Infrastruktur spielt eine wichtige Rolle
Solche Vorfälle kommen in dieser und ähnlicher Form immer wieder vor. Immer mehr. Über 10 000 Strafanzeigen gab es gemäss Bundesamt für Statistik in den vergangenen fünf Jahren aufgrund von solchen Vorfällen in den Spitälern. Im ländlichen Kanton Solothurn ist die Situation zwar noch nicht so prekär wie etwa in den Spitälern in Zürich oder Genf. Aber auch hier stellt man zunehmend Aggression und Gewalt gegen das Spitalpersonal fest. Im vergangenen Jahr sind im Notfall des Kantonsspitals Olten 35 von 38 Personen oft oder sehr oft beschimpft worden. Deshalb wurde im Sommer 2016 das Projekt Deeskalationsmanagement lanciert. Das Ziel: Entwicklung eines Konzeptes für den Umgang mit Aggressionen. Betroffen von Aggressionen sind in erster Linie die Notfallabteilung, aber auch die Patientenaufnahme und der Empfang.

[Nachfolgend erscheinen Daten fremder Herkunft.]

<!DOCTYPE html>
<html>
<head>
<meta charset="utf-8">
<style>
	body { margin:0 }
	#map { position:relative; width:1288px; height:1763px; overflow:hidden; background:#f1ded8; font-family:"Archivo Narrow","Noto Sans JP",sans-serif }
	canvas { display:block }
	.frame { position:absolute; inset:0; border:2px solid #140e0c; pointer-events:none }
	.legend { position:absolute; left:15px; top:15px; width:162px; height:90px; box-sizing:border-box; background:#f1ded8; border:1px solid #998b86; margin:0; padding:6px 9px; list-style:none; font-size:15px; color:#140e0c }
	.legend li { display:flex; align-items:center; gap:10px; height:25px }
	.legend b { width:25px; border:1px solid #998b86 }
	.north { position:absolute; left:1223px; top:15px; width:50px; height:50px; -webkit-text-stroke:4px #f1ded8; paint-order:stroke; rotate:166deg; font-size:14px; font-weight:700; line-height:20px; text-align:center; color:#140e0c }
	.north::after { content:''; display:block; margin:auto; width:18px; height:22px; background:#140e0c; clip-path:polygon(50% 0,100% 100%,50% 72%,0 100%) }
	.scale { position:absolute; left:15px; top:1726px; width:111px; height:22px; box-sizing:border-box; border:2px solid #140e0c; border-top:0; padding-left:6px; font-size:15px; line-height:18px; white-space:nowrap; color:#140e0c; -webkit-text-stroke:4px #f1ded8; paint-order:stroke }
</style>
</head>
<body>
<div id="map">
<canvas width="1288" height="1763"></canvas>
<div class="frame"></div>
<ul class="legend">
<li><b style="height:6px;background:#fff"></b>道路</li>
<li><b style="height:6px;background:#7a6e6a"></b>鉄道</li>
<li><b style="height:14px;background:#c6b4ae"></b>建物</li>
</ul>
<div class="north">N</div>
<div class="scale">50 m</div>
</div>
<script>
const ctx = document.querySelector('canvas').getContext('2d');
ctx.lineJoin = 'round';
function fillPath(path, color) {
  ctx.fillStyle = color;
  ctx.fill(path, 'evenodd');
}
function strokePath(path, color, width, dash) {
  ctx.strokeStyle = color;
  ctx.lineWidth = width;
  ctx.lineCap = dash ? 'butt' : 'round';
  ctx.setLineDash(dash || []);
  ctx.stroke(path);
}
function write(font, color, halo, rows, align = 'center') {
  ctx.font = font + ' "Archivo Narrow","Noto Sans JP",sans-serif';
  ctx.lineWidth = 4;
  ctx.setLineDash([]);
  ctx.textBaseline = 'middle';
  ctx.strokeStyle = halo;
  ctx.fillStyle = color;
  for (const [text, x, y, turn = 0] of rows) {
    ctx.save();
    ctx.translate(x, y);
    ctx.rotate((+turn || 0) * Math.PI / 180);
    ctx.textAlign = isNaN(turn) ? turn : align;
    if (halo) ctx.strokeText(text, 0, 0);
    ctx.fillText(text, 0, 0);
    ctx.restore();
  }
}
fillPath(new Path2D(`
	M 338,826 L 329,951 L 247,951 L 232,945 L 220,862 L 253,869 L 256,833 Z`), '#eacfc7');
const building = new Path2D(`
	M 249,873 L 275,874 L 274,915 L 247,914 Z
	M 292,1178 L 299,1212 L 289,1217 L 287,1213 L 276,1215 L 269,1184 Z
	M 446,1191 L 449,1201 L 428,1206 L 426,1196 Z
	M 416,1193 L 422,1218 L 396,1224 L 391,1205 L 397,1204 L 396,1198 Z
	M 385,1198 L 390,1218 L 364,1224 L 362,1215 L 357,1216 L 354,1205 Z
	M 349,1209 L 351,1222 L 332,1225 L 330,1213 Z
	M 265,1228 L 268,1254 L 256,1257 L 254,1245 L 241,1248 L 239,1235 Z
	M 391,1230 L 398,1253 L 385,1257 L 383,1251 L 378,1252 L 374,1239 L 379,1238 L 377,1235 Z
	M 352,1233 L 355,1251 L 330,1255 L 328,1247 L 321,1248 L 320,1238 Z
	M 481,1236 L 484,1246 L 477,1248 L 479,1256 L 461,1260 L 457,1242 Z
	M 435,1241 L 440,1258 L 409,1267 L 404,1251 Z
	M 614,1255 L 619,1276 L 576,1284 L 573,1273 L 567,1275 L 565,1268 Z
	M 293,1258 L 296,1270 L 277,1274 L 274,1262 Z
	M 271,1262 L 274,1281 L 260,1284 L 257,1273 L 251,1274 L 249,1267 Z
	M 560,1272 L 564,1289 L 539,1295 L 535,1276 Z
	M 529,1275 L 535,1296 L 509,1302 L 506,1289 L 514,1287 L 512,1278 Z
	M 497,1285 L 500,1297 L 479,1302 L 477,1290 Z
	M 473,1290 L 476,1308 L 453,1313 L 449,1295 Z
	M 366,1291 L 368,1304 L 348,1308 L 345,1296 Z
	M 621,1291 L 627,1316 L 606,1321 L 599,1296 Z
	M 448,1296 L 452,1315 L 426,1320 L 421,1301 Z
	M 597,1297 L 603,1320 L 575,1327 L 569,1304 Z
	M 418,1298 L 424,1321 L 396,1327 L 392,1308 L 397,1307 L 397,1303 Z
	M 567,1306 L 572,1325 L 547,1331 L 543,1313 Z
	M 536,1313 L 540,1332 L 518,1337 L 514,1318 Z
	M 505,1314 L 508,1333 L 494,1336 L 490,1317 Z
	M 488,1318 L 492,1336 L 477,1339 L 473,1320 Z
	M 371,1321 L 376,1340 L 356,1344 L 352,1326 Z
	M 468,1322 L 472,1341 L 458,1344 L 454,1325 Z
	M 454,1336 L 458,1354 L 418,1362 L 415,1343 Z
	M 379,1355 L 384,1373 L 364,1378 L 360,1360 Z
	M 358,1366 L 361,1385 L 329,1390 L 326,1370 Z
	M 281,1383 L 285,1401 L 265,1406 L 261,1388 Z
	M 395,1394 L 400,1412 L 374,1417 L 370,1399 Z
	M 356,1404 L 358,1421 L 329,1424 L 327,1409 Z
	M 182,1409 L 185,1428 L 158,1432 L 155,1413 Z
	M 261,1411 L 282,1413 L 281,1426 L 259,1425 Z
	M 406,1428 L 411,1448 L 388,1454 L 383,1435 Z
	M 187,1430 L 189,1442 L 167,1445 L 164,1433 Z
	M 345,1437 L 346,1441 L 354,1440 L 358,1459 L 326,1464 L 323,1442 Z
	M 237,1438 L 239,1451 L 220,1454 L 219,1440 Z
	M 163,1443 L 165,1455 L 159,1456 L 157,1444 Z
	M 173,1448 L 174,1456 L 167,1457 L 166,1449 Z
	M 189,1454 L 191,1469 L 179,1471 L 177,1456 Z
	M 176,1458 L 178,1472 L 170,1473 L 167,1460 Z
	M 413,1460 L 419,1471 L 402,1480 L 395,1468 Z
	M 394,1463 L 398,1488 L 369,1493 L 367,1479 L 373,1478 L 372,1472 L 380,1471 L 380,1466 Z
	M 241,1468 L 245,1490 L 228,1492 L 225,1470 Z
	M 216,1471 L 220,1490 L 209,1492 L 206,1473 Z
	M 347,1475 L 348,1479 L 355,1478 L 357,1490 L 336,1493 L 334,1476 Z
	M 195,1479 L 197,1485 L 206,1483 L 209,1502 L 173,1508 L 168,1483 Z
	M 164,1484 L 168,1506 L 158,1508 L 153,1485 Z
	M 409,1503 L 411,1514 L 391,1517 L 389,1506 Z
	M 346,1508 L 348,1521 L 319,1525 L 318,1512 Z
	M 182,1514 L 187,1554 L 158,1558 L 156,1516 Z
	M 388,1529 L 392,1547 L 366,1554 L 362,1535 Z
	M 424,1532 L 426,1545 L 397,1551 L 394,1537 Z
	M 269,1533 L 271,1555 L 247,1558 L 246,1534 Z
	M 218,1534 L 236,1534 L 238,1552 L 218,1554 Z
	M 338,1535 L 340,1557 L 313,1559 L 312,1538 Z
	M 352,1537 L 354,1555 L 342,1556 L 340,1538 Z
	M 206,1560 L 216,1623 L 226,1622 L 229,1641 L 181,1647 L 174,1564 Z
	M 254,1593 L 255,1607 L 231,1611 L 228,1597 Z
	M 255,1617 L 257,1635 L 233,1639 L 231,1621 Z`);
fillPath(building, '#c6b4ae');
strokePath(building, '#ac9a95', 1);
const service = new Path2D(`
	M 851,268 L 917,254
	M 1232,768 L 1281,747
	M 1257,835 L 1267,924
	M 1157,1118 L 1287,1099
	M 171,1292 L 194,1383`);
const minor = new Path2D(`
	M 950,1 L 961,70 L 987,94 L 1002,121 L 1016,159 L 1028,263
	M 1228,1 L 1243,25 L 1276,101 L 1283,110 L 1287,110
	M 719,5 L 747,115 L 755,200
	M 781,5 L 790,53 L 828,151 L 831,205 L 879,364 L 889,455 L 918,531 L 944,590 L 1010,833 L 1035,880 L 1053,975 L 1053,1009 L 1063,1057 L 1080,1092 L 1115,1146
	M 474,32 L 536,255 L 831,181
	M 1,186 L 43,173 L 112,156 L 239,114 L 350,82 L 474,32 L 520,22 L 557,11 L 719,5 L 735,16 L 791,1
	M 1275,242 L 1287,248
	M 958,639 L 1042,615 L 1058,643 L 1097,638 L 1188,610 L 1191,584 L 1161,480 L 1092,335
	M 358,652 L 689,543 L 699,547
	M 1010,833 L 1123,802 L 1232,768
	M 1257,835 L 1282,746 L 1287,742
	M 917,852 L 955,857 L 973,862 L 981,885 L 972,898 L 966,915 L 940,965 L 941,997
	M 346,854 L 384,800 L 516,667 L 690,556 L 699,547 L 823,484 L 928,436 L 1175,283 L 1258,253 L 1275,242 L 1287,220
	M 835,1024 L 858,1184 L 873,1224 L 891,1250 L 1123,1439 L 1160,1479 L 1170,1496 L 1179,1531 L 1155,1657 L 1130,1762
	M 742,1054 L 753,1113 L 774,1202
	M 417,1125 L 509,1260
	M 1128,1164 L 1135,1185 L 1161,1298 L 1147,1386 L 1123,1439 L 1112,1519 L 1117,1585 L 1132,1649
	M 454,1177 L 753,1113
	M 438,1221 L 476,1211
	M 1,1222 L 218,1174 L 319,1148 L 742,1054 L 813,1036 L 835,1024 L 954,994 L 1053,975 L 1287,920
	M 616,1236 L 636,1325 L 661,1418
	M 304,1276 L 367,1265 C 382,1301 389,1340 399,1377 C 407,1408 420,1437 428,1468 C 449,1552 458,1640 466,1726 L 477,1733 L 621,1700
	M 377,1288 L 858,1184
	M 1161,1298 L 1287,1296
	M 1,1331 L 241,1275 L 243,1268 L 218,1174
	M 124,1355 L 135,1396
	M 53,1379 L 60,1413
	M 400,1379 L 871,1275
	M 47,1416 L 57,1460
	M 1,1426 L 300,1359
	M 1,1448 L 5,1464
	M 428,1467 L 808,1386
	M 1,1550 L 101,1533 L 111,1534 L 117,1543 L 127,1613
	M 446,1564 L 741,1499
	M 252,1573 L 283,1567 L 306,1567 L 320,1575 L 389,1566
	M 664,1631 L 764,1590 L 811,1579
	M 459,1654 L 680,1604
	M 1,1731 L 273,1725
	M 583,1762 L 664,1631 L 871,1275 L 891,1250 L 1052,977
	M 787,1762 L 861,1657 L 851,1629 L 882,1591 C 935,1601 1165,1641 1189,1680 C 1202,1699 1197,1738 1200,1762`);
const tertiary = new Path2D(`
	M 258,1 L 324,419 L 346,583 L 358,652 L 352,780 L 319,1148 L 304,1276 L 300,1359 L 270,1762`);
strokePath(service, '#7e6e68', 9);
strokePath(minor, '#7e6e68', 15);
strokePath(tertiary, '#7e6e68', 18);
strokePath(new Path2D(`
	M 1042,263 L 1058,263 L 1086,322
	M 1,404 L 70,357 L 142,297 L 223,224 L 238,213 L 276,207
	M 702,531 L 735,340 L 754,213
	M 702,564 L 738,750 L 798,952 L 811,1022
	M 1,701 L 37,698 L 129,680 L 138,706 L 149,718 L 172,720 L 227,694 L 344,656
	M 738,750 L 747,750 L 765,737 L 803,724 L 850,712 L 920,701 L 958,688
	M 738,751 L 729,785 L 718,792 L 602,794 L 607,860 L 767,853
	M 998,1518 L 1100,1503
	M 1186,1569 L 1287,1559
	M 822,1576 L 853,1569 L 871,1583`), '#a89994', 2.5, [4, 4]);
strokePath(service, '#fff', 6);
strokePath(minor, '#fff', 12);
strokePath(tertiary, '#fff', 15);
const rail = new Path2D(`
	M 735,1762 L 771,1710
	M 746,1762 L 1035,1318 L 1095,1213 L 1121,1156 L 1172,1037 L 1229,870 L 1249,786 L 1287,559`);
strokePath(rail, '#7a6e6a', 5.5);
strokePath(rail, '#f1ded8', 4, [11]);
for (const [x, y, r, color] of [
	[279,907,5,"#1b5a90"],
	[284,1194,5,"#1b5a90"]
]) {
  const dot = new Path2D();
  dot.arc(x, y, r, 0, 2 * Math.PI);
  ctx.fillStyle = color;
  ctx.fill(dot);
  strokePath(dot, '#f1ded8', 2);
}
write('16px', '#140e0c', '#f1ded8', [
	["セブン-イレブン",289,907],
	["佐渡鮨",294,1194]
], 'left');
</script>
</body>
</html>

«Wir stellten fest, dass die Deeskalationsprävention beginnt, bevor Aggression auftritt», sagt Karin Jordi, Pflegeexpertin MScN am Kantonsspital Olten und verantwortlich für das Projekt. «Deshalb suchten wir als Erstes nach aggressionsauslösenden Faktoren.» Dazu gehören der Fussweg zum Notfall, aber auch Beschriftungen oder das Raumklima im Wartebereich. In einem weiteren Schritt wurden Mitarbeitende befragt, was ihre eigene Haltung gegenüber aggressiven Menschen ist. Werden aggressive Patienten etwa als frech und manipulativ empfunden oder als Menschen in Not?
Menschen in Ausnahmesituationen können zuweilen mit Aggression und Wut reagieren. Karin Jordi führte das Deeskalationskonzept am Kantonsspital Olten mit grossem Erfolg ein.
Richtig reagieren
Danach wurde das professionelle Verhalten in einer Situation geübt, die bereits eskaliert ist oder zu eskalieren droht. «Dabei wurde zum Beispiel aufgezeigt, wie man Kontakt zu angespannten Patienten aufnehmen und eine kooperative Beziehung aufbauen kann», sagt Karin Jordi. Aber auch der Alarmierungsablauf wurde überprüft. Und als dritten und ebenfalls sehr wichtigen Schritt soll jede Eskalation nachbearbeitet werden. «Betroffene Mitarbeitende müssen nach einem Aggressionserlebnis emotional betreut werden», so Karin Jordi. «Ausserdem können wir so die Situation noch einmal fachlich reflektieren, um daraus zu lernen.» Das Deeskalationsmanagement ist am Kantonsspital Olten ein grosser Erfolg. Viele Mitarbeitende berichten, dass sie mit einer anderen, professionelleren Haltung an schwierige Situationen herangehen und Aggressionen so frühzeitig entschärfen können.
Die Pflegefachfrau bleibt ruhig und zeigt Verständnis für die Situation von Andrea Wehrli. Im Gespräch findet sie heraus, dass die Kinder der Patientin in wenigen Minuten zu Hause vor der verschlossenen Haustüre stehen werden und niemand da sein wird. Mit einem Telefonanruf an die Nachbarin konnte dieses Problem gelöst werden. Und damit verschwand auch die Angst um die Kinder als Ursache des aggressiven Verhaltens.